### EXERCISE OBJECTIVE
In your copy, leave out the pictures and repeat every record exactly.
'''
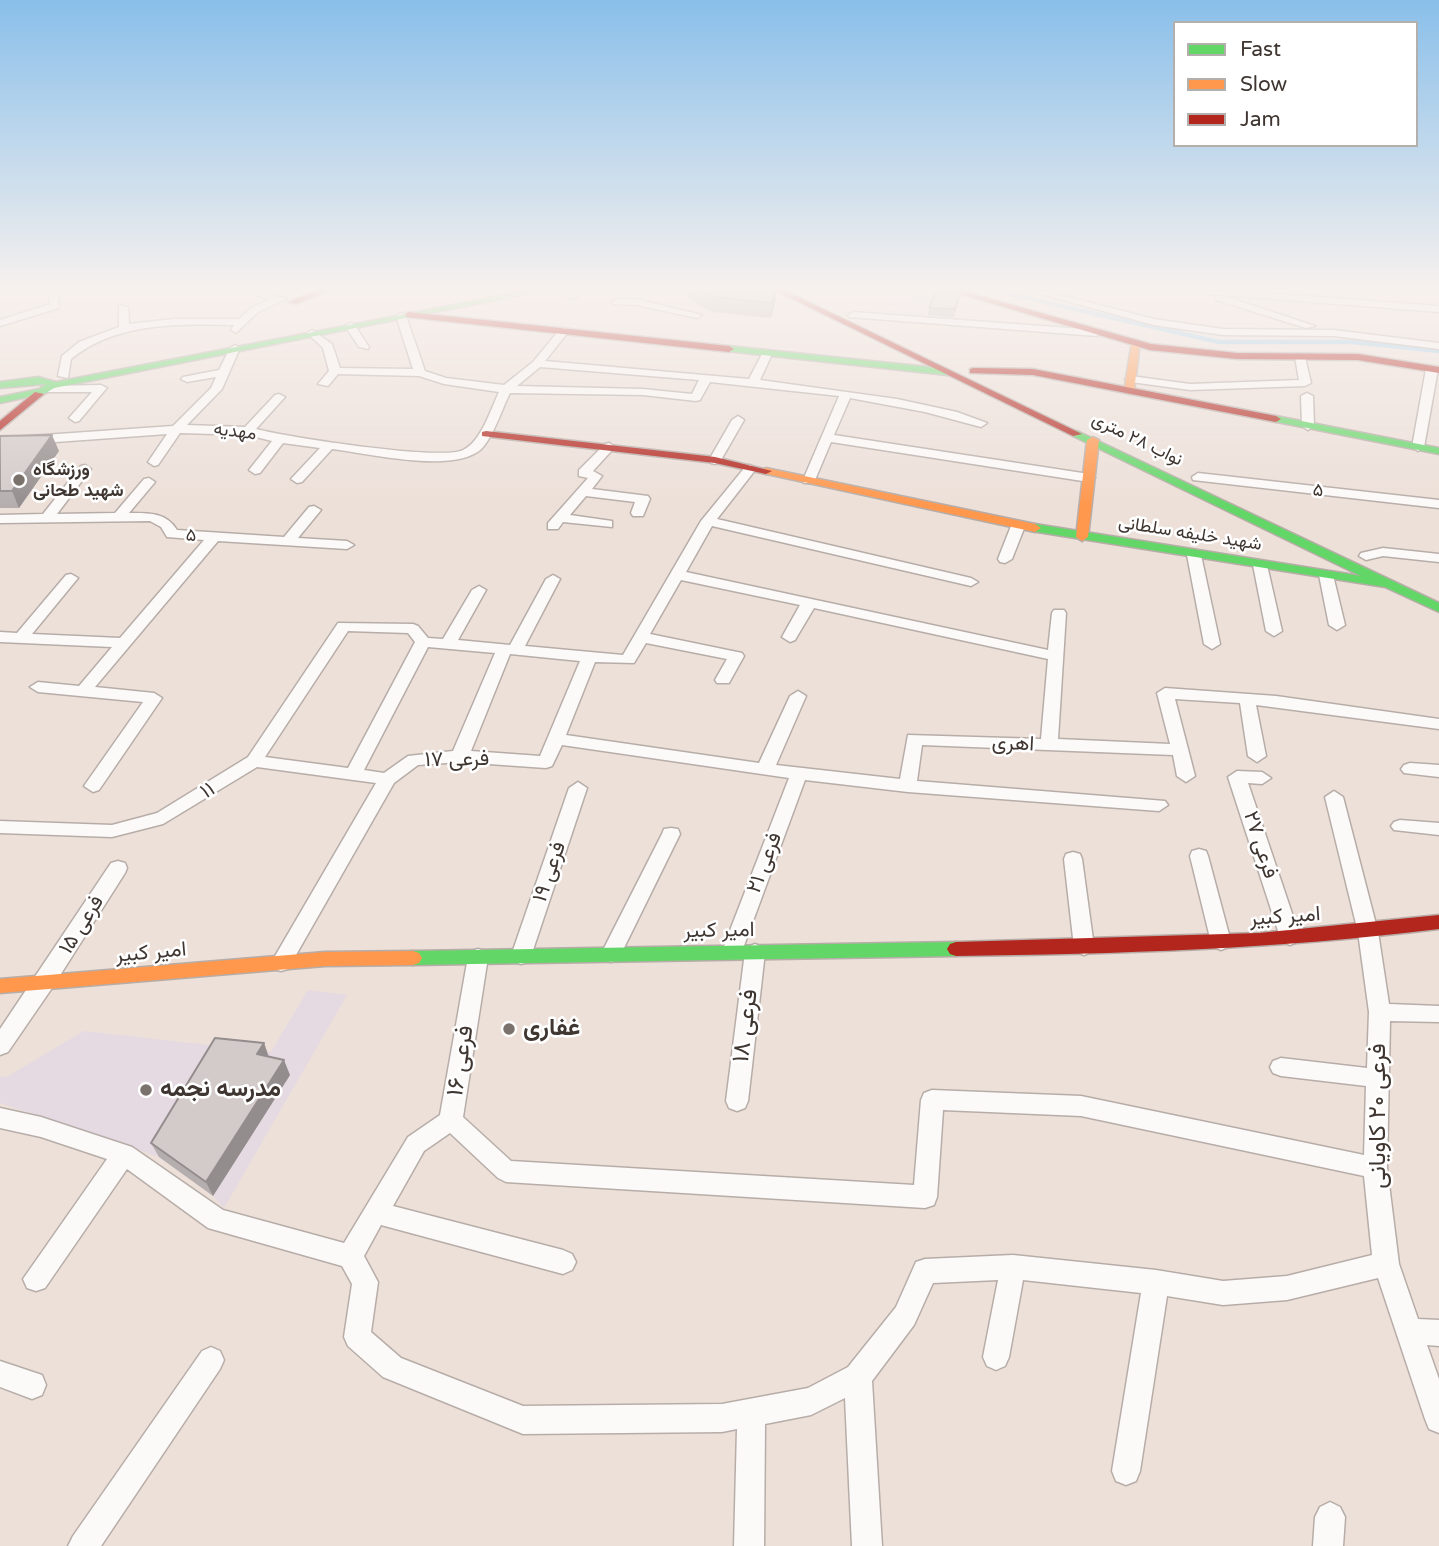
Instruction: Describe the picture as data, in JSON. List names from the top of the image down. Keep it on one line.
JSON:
{"streets":{"main road":["نواب ۲۸ متری","شهید خلیفه سلطانی","امیر کبیر"],"street":["مهدیه","۵","اهری","فرعی ۱۷","۱۱","فرعی ۲۷","فرعی ۲۱","فرعی ۱۹","فرعی ۱۵","فرعی ۱۸","فرعی ۱۶","فرعی ۲۰ کاویانی"]},"crossings":[["مهدیه","شهید خلیفه سلطانی"],["نواب ۲۸ متری","۵"],["نواب ۲۸ متری","شهید خلیفه سلطانی"],["فرعی ۱۷","امیر کبیر"],["فرعی ۲۷","امیر کبیر"],["فرعی ۲۱","امیر کبیر"],["فرعی ۱۹","امیر کبیر"],["امیر کبیر","فرعی ۱۵"],["امیر کبیر","فرعی ۱۸"],["امیر کبیر","فرعی ۱۶"],["امیر کبیر","فرعی ۲۰ کاویانی"]],"places":["ورزشگاه شهید طحانی","غفاری","مدرسه نجمه"],"legend":["Fast","Slow","Jam"]}
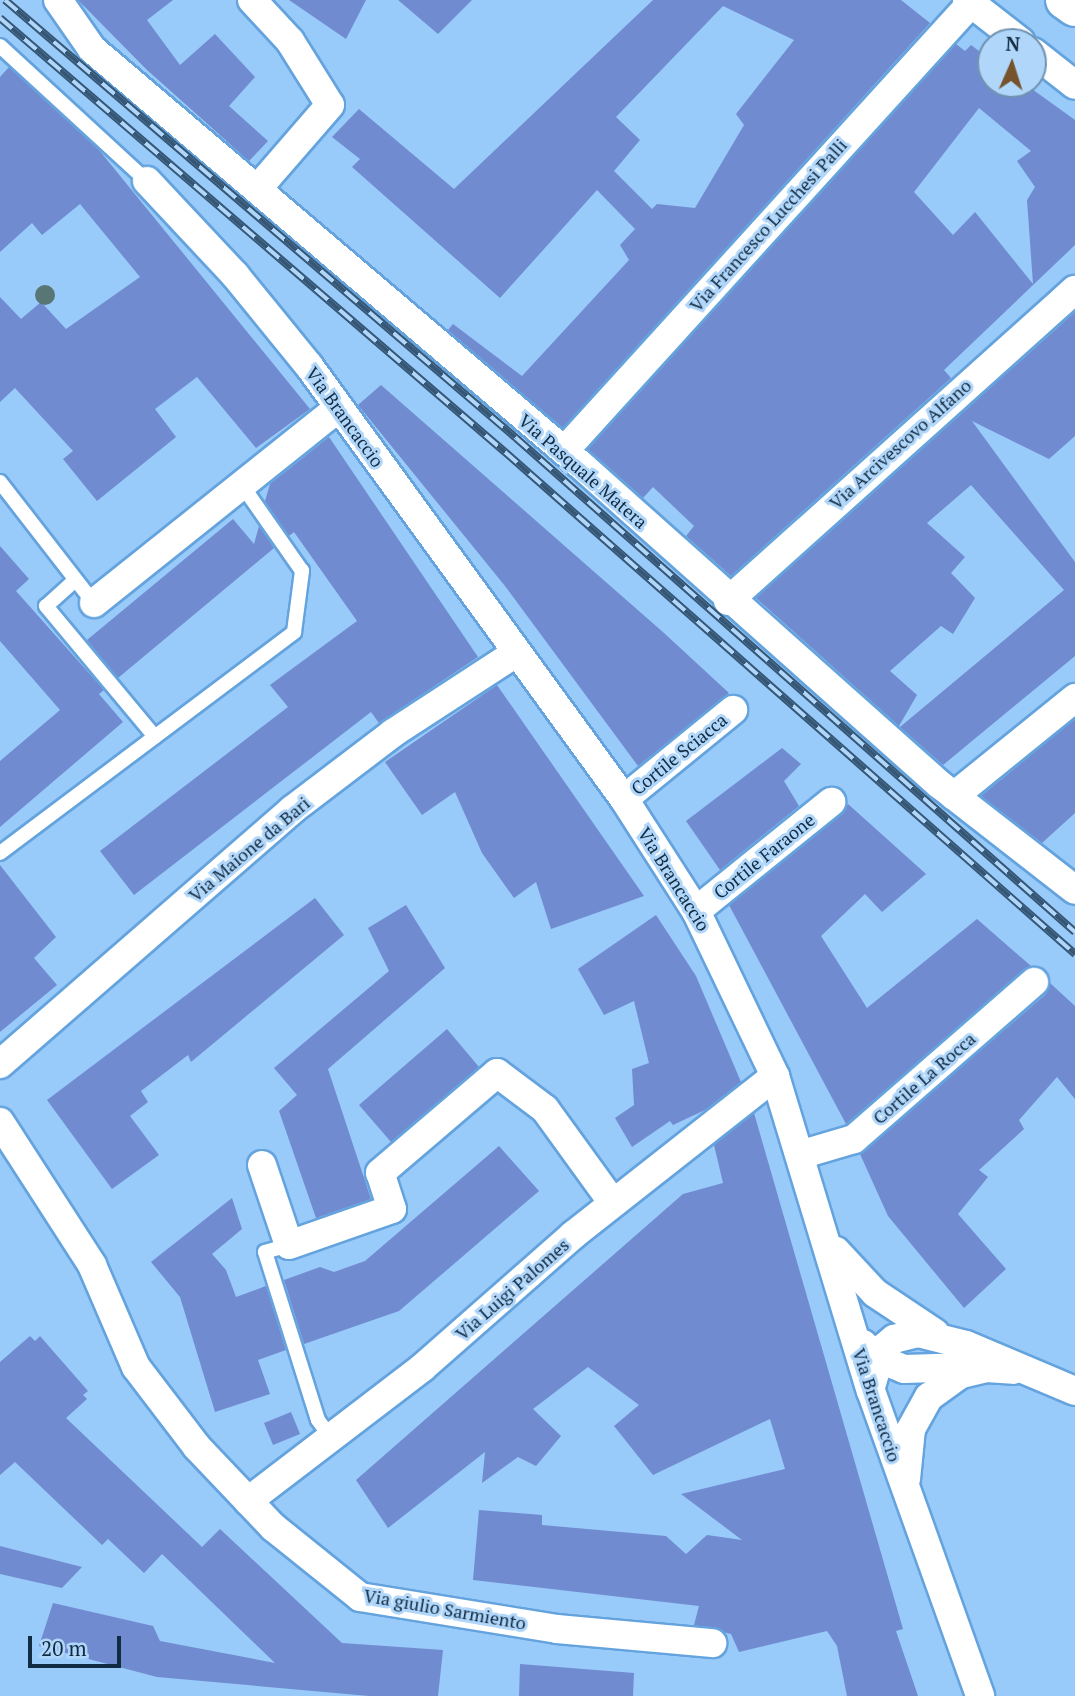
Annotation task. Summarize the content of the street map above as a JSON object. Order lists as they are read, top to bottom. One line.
{"streets":{"street":["Via Francesco Lucchesi Palli","Via Brancaccio","Via Arcivescovo Alfano","Via Pasquale Matera","Cortile Sciacca","Via Maione da Bari","Cortile Faraone","Cortile La Rocca","Via Luigi Palomes","Via giulio Sarmiento"]},"crossings":[["Via Francesco Lucchesi Palli","Via Pasquale Matera"],["Via Brancaccio","Cortile Sciacca"],["Via Brancaccio","Via Maione da Bari"],["Via Brancaccio","Cortile Faraone"],["Via Brancaccio","Cortile La Rocca"],["Via Brancaccio","Via Luigi Palomes"],["Via Arcivescovo Alfano","Via Pasquale Matera"],["Via Luigi Palomes","Via giulio Sarmiento"]],"scale_bar":"20 m","north":"top"}
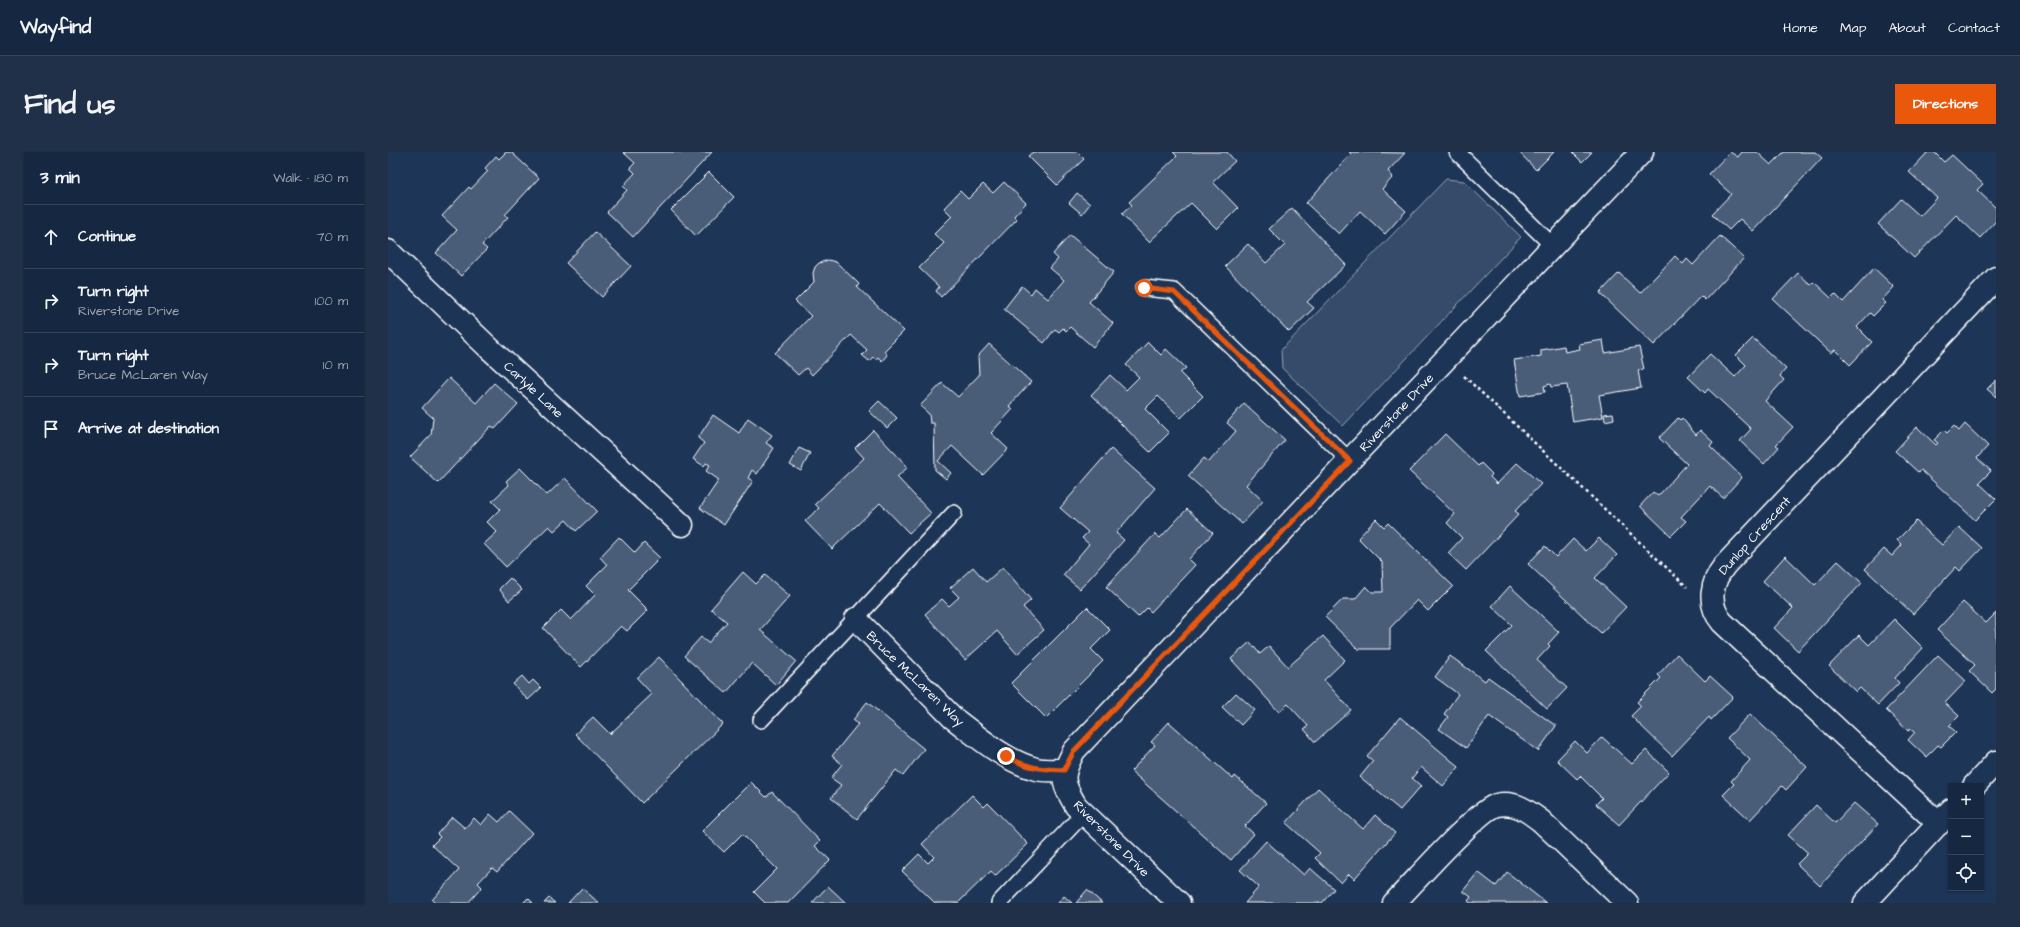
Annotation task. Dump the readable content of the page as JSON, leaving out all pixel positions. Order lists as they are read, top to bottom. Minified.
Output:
{"streets":{"street":["Carlyle Lane","Riverstone Drive","Dunlop Crescent","Bruce McLaren Way"]},"crossings":[["Riverstone Drive","Bruce McLaren Way"]],"page":{"header":"Wayfind","nav":["Home","Map","About","Contact"],"buttons":"Directions","title":"Find us","heading":["3 min","Walk · 180 m"],"list":[["Continue","70 m"],["Turn right","Riverstone Drive","100 m"],["Turn right","Bruce McLaren Way","10 m"],"Arrive at destination"],"map_buttons":["+","−"]}}
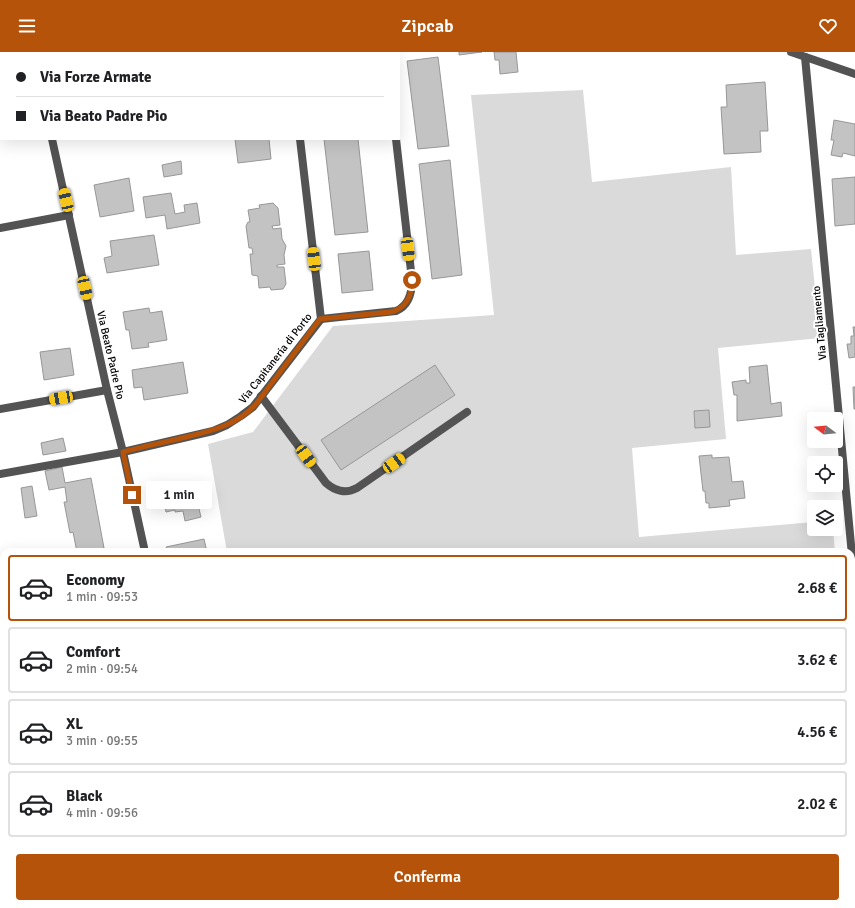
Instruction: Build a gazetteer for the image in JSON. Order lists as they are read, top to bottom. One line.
'''
### YOUR RESPONSE
Instruction: Describe the picture as data, in JSON. List names from the top of the image down. Keep it on one line.
JSON:
{"streets":{"main road":["نواب ۲۸ متری","شهید خلیفه سلطانی","امیر کبیر"],"street":["مهدیه","۵","اهری","فرعی ۱۷","۱۱","فرعی ۲۷","فرعی ۲۱","فرعی ۱۹","فرعی ۱۵","فرعی ۱۸","فرعی ۱۶","فرعی ۲۰ کاویانی"]},"crossings":[["مهدیه","شهید خلیفه سلطانی"],["نواب ۲۸ متری","۵"],["نواب ۲۸ متری","شهید خلیفه سلطانی"],["فرعی ۱۷","امیر کبیر"],["فرعی ۲۷","امیر کبیر"],["فرعی ۲۱","امیر کبیر"],["فرعی ۱۹","امیر کبیر"],["امیر کبیر","فرعی ۱۵"],["امیر کبیر","فرعی ۱۸"],["امیر کبیر","فرعی ۱۶"],["امیر کبیر","فرعی ۲۰ کاویانی"]],"places":["ورزشگاه شهید طحانی","غفاری","مدرسه نجمه"],"legend":["Fast","Slow","Jam"]}
Annotation task. Summarize the content of the street map above as a JSON object. Order lists as they are read, top to bottom. One line.
{"streets":{"street":["Via Francesco Lucchesi Palli","Via Brancaccio","Via Arcivescovo Alfano","Via Pasquale Matera","Cortile Sciacca","Via Maione da Bari","Cortile Faraone","Cortile La Rocca","Via Luigi Palomes","Via giulio Sarmiento"]},"crossings":[["Via Francesco Lucchesi Palli","Via Pasquale Matera"],["Via Brancaccio","Cortile Sciacca"],["Via Brancaccio","Via Maione da Bari"],["Via Brancaccio","Cortile Faraone"],["Via Brancaccio","Cortile La Rocca"],["Via Brancaccio","Via Luigi Palomes"],["Via Arcivescovo Alfano","Via Pasquale Matera"],["Via Luigi Palomes","Via giulio Sarmiento"]],"scale_bar":"20 m","north":"top"}
Annotation task. Dump the readable content of the page as JSON, leaving out all pixel positions. Order lists as they are read, top to bottom. Minified.
Output:
{"streets":{"street":["Carlyle Lane","Riverstone Drive","Dunlop Crescent","Bruce McLaren Way"]},"crossings":[["Riverstone Drive","Bruce McLaren Way"]],"page":{"header":"Wayfind","nav":["Home","Map","About","Contact"],"buttons":"Directions","title":"Find us","heading":["3 min","Walk · 180 m"],"list":[["Continue","70 m"],["Turn right","Riverstone Drive","100 m"],["Turn right","Bruce McLaren Way","10 m"],"Arrive at destination"],"map_buttons":["+","−"]}}
Instruction: Build a gazetteer for the image in JSON. Order lists as they are read, top to bottom. One line.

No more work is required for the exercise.